I have seen so many great korean films that its hard to make a fav top 5/top 10.


----------



## No One (Jan 30, 2011)

Connavar - having mentioned the films of Kim Ki-duk, you may want to check out *Spring, Summer...*etc, if you haven't already. I saw that late one night and was just happily mesmerised by the scenery and the fact that there's barely a word of dialogue.

I'll have to give some thought to a top 5/10, but out of curiosity I've been compiling a list of south Korean films I've seen and come up with a total of 26 (plus a segment) - which just seems like so few!

Anyway, I think this is all of them, in no particular order:

Oldboy 
  Sympathy for Mr.
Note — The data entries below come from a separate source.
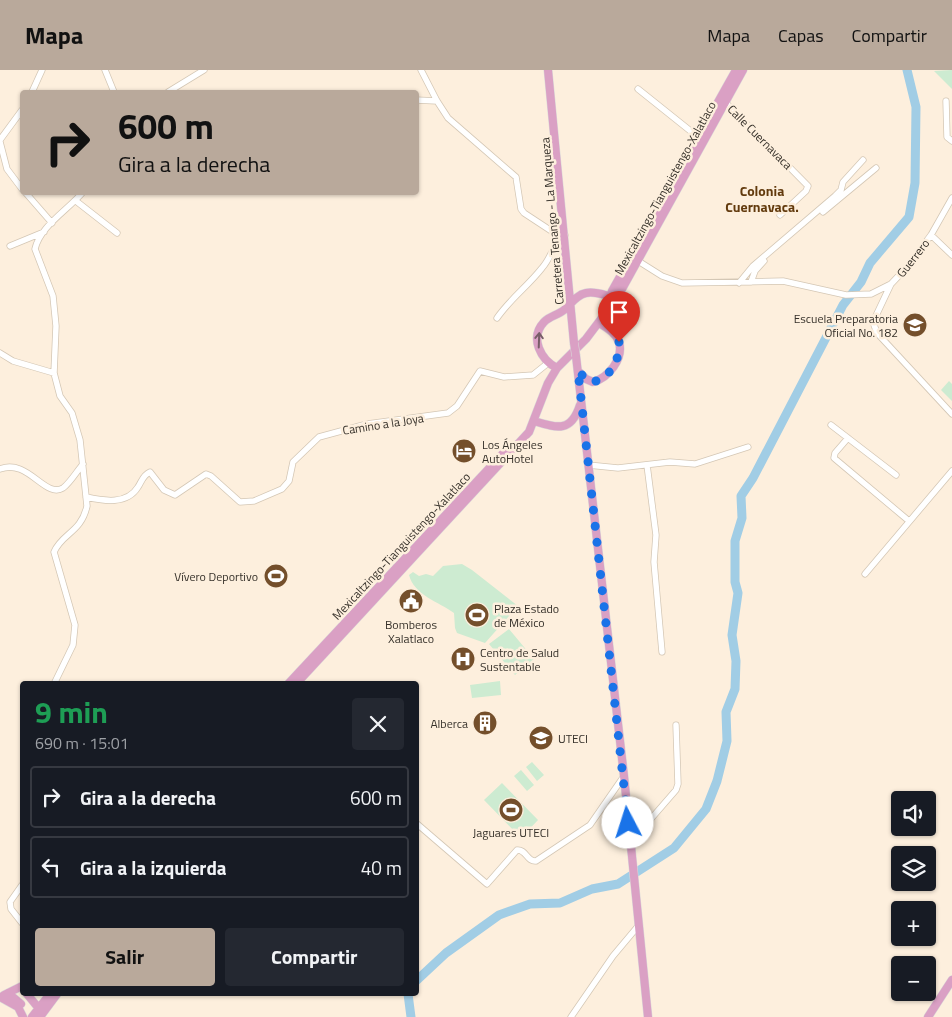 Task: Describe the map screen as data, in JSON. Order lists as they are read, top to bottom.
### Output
{
  "streets": {
    "main road": ["Mexicaltzingo-Tianguistengo-Xalatlaco", "Carretera Tenango - La Marqueza"],
    "street": ["Calle Cuernavaca", "Guerrero", "Camino a la Joya"]
  },
  "crossings": [
    ["Calle Cuernavaca", "Mexicaltzingo-Tianguistengo-Xalatlaco"]
  ],
  "districts": ["Colonia Cuernavaca."],
  "places": {
    "school or university": ["Escuela Preparatoria Oficial No. 182", "UTECI"],
    "hotel": ["Los Ángeles AutoHotel"],
    "sports": ["Vívero Deportivo", "Plaza Estado de México", "Jaguares UTECI"],
    "public building": ["Bomberos Xalatlaco"],
    "hospital": ["Centro de Salud Sustentable"],
    "building": ["Alberca"]
  },
  "page": {
    "header": "Mapa",
    "nav": ["Mapa", "Capas", "Compartir"],
    "turn": ["600 m", "Gira a la derecha"],
    "heading": ["9 min", "690 m · 15:01"],
    "list": [
      {
        "name": "Gira a la derecha",
        "value": "600 m"
      },
      {
        "name": "Gira a la izquierda",
        "value": "40 m"
      }
    ],
    "map_buttons": ["+", "−"],
    "buttons": ["Salir", "Compartir"]
  }
} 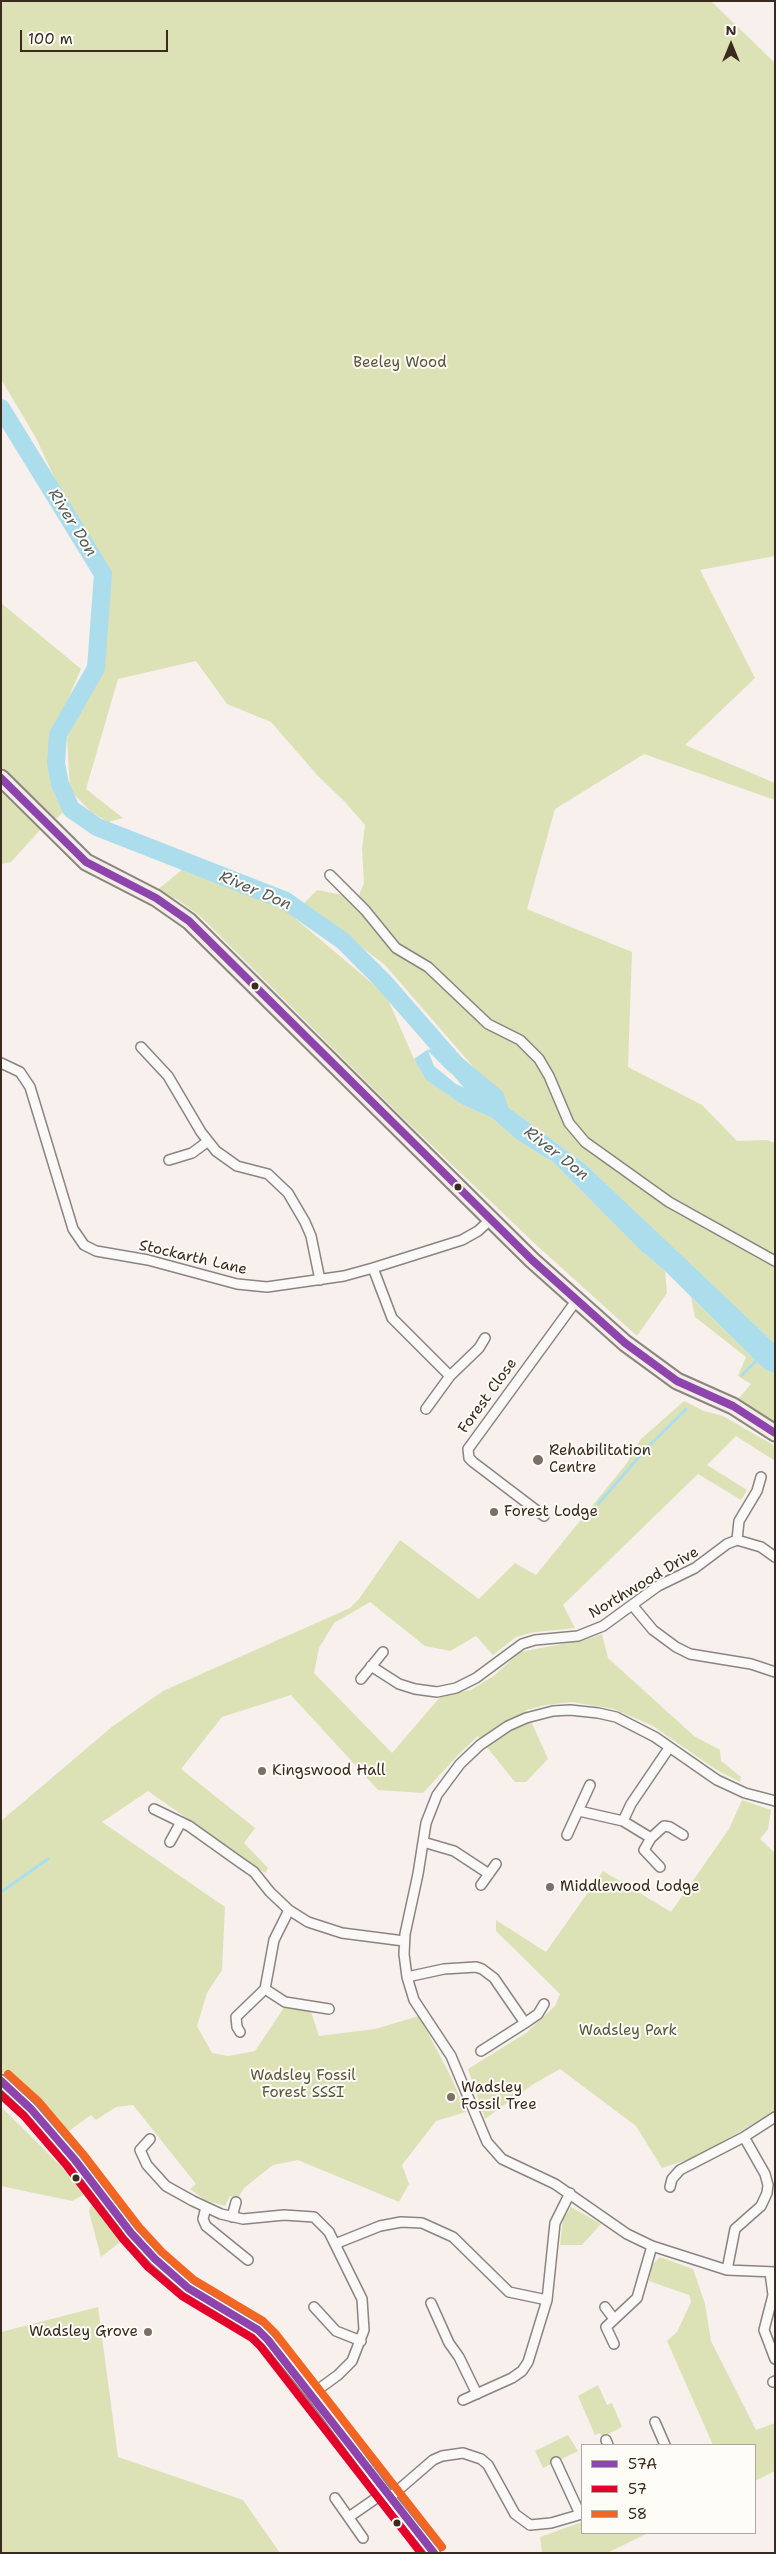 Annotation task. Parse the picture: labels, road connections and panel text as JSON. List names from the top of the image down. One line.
{"streets":{"street":["Stockarth Lane","Forest Close","Northwood Drive"]},"water":["River Don"],"parks":["Beeley Wood","Wadsley Park","Wadsley Fossil Forest SSSI"],"places":["Rehabilitation Centre","Forest Lodge","Kingswood Hall","Middlewood Lodge","Wadsley Fossil Tree","Wadsley Grove"],"lines":["transit line 57A","transit line 58","transit line 57"],"legend":["57A","57","58"],"scale_bar":"100 m","north":"top"}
Vengeance 
  Lady Vengeance 
  Joint Security Area
  I’m a Cyborg and that’s Okay
  Thirst
  Three Extremes (segment)
  A Bittersweet Life
  A Tale of Two Sisters
  The Good, the Bad, the Weird
  The Quiet Family
  The Chaser
  Hansel & Gretel
  The Host
  Memories of Murder
  R-Point
  Save the Green Planet
  The Spiral
  Spring, Summer, Autumn, Winter and Spring
  Brotherhood of War
  Silmido
  Musa
  Doll Master
  Mr. Socrates
  Castaway on the Moon
  Into the Mirror
  Antarctic Journal

A few were average, and still watchable, but the majority range from good to some of the best cinema I've seen.


----------



## Connavar (Jan 30, 2011)

I have seen atleast 30-35 korean films thanks a good local rental store before i went online dvd sites for korean films.

Here is in ranking order my top ten:*

Memories of a murder
A Bittersweet Life
Oldboy
Lady Vengance
A Tale of two sisters
The Good, the Bad, the Weird
Brotherhood of War
The Chaser
Joint Security Area
Shiri*

I didnt add Thirst because i thought Oldboy/Lady Vengance was more even,greater.  

The lowest quality korean film i have seen are Musa,Volcano High.  Volcano High was fun to watch though.


----------



## No One (Feb 13, 2011)

Have just seen *The Foul King*, which I think may be Kim Jee-woon's first film.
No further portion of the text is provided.